Peg 400 with a bit of glycerine and food
Flavoring if you like


----------



## highdrum (Apr 21, 2014)

I use peg300 or 400, then drop in some peppermint or cinnamon extract......


----------



## FordFan (Apr 22, 2014)

thanks for the help guys. maybe the ladies will like it better with a dash of cinnamon or peppermint


----------



## dorian777 (Apr 22, 2014)

Throw in some lady Viagra and you'll like it better as well.


----------



## Ironbuilt (Apr 25, 2014)

Peg tastes like SHIT . Use 20% grain and 80% vegetable glycerin and no flavor.

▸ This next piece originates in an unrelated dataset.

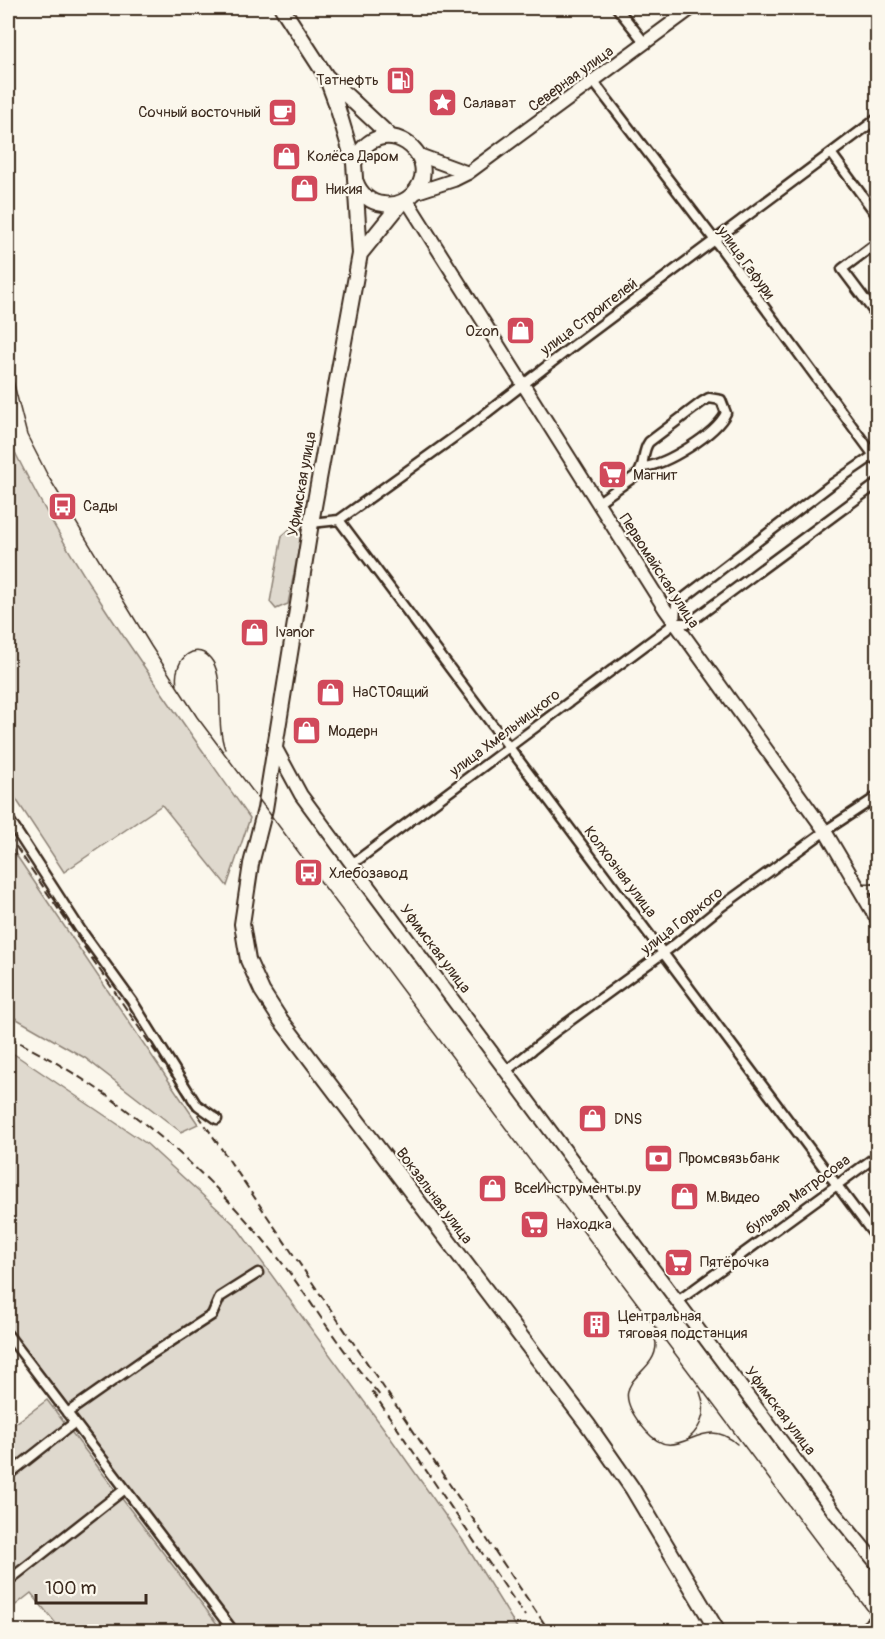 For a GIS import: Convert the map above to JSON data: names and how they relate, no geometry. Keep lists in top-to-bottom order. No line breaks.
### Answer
{"streets":{"main road":["Уфимская улица","Вокзальная улица"],"street":["Северная улица","улица Гафури","улица Строителей","Первомайская улица","улица Хмельницкого","Колхозная улица","улица Горького","бульвар Матросова"]},"crossings":[["Северная улица","улица Гафури"],["Северная улица","Первомайская улица"],["улица Гафури","улица Строителей"],["улица Строителей","Уфимская улица"],["улица Строителей","Первомайская улица"],["улица Строителей","Колхозная улица"],["Уфимская улица","улица Хмельницкого"],["Уфимская улица","улица Горького"],["Уфимская улица","бульвар Матросова"],["Уфимская улица","Вокзальная улица"],["Первомайская улица","улица Хмельницкого"],["Первомайская улица","улица Горького"],["улица Хмельницкого","Колхозная улица"],["Колхозная улица","улица Горького"],["Колхозная улица","бульвар Матросова"]],"places":{"fuel station":["Татнефть"],"place":["Салават"],"cafe":["Сочный восточный"],"shop":["Колёса Даром","Никия","Ozon","Ivanor","НаСТОящий","Модерн","DNS","ВсеИнструменты.ру","М.Видео"],"supermarket":["Магнит","Находка","Пятёрочка"],"bus stop":["Сады","Хлебозавод"],"bank":["Промсвязьбанк"],"building":["Центральная тяговая подстанция"]},"scale_bar":"100 m"} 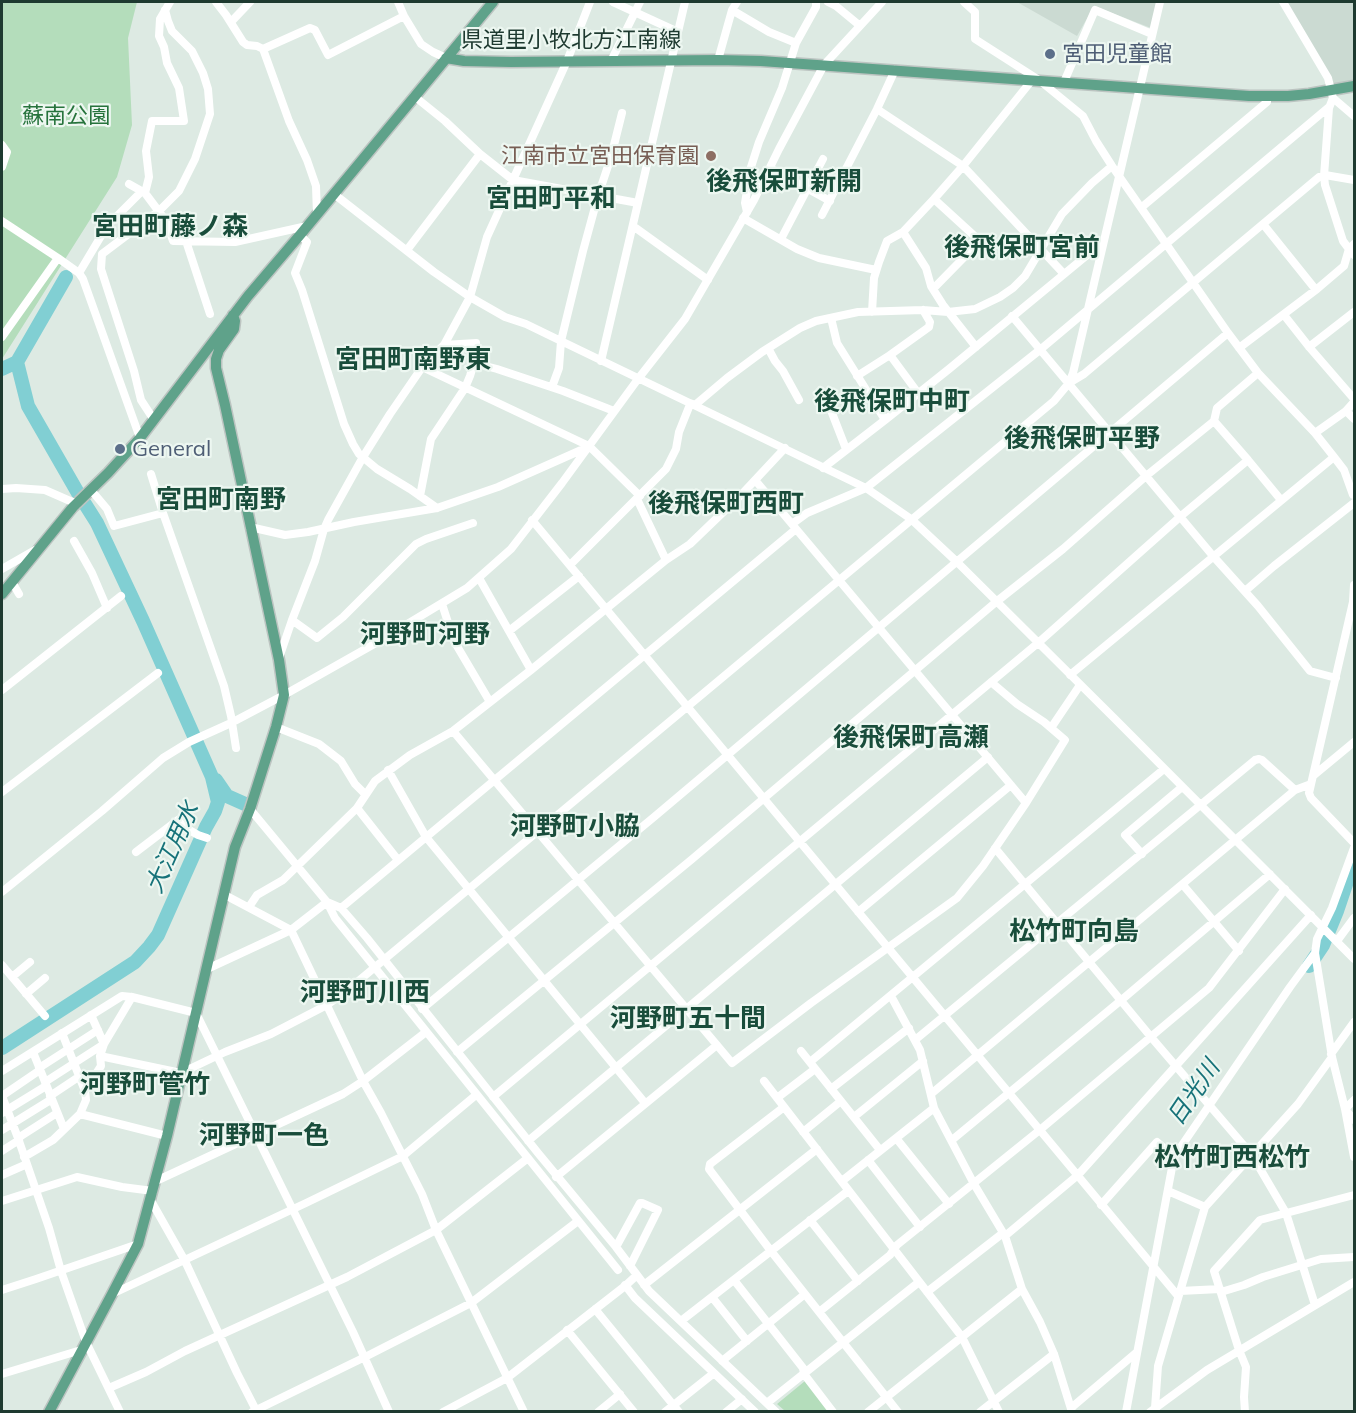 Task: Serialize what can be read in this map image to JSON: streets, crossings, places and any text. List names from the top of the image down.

U can then add to any beverage if u can take it straight..sheesh


----------



## goodstick (May 3, 2014)

Enigmatic707 said:


> Peg 400 with a bit of glycerine and food
> Flavoring if you like





highdrum said:


> I use peg300 or 400, then drop in some peppermint or cinnamon extract......


Would you use any alcohol at all, as a preservative?

Was considering PEG 400, glycerine and 5% to %10 ethanol, but would leave out the alcohol if you thought that would be okay.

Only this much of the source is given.